Exercise objective: Find every line below with the word "Second" in it, and copy each one.

*-*-*

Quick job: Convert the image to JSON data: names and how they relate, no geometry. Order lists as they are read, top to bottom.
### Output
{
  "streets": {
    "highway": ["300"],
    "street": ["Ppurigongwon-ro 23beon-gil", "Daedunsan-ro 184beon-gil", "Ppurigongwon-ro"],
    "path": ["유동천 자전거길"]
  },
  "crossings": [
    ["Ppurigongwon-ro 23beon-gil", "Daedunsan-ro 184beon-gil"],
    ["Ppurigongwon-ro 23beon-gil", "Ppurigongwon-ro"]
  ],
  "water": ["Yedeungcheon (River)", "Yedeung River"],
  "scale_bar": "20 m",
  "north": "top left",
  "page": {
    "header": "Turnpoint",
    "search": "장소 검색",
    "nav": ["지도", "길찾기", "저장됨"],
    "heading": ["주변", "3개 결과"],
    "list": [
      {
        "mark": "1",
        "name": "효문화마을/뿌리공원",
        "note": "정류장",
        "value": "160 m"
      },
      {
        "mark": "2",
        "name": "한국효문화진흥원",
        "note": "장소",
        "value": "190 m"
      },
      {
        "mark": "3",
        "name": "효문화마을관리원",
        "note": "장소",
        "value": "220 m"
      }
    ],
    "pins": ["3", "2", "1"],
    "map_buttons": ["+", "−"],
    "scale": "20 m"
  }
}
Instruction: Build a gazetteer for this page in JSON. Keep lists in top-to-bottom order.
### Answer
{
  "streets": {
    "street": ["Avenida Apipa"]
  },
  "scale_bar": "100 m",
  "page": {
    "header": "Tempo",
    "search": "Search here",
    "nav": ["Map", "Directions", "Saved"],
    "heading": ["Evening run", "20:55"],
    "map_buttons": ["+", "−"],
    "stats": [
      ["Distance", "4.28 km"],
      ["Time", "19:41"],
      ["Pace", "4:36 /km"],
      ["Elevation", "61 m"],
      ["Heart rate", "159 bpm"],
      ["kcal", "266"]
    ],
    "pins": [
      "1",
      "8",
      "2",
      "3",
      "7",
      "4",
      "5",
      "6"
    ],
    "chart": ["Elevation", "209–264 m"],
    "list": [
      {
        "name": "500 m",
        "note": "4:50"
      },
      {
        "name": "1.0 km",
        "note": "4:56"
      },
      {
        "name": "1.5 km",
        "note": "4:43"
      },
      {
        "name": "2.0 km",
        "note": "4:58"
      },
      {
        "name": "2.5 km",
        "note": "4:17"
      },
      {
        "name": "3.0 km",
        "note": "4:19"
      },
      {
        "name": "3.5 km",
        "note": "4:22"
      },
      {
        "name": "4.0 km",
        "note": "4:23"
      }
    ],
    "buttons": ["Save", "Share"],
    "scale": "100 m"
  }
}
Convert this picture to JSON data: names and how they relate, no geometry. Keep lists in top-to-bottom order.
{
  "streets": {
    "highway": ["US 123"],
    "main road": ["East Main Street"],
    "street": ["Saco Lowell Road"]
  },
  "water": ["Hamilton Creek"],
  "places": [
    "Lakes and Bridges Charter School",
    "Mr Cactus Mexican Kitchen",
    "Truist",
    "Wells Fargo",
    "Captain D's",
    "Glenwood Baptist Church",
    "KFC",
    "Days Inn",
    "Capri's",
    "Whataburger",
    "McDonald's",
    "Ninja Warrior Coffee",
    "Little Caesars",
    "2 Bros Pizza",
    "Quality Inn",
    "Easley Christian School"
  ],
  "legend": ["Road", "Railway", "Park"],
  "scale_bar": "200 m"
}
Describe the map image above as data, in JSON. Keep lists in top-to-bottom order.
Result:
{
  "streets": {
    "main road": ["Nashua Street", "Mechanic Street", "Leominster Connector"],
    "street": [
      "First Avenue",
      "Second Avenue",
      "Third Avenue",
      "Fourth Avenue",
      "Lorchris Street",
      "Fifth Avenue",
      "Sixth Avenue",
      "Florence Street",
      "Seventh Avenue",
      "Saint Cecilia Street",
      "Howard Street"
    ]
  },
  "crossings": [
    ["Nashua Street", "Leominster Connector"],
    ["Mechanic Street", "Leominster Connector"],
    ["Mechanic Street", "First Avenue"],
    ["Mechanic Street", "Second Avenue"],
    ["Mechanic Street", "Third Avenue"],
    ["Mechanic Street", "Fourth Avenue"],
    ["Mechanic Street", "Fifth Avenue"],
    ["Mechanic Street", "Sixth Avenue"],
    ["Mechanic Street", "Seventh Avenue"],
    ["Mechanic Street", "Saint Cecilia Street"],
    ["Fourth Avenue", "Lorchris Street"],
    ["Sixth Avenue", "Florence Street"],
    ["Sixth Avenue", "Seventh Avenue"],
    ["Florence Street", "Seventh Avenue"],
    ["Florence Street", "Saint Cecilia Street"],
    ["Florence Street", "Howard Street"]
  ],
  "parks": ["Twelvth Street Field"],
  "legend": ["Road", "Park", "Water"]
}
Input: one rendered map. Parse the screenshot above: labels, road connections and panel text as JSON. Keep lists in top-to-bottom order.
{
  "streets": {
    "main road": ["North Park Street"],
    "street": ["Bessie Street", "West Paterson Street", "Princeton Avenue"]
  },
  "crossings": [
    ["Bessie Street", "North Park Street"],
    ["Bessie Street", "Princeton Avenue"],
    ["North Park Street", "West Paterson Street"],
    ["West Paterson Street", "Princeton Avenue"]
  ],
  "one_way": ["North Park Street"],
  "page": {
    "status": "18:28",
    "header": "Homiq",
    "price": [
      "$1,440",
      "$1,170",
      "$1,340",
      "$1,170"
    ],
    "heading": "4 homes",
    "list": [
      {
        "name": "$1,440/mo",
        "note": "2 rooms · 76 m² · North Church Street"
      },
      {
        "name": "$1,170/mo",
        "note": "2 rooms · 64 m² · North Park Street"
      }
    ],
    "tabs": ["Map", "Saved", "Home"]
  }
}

*-*-*

Written solution:
      "Second Avenue",
    ["Mechanic Street", "Second Avenue"],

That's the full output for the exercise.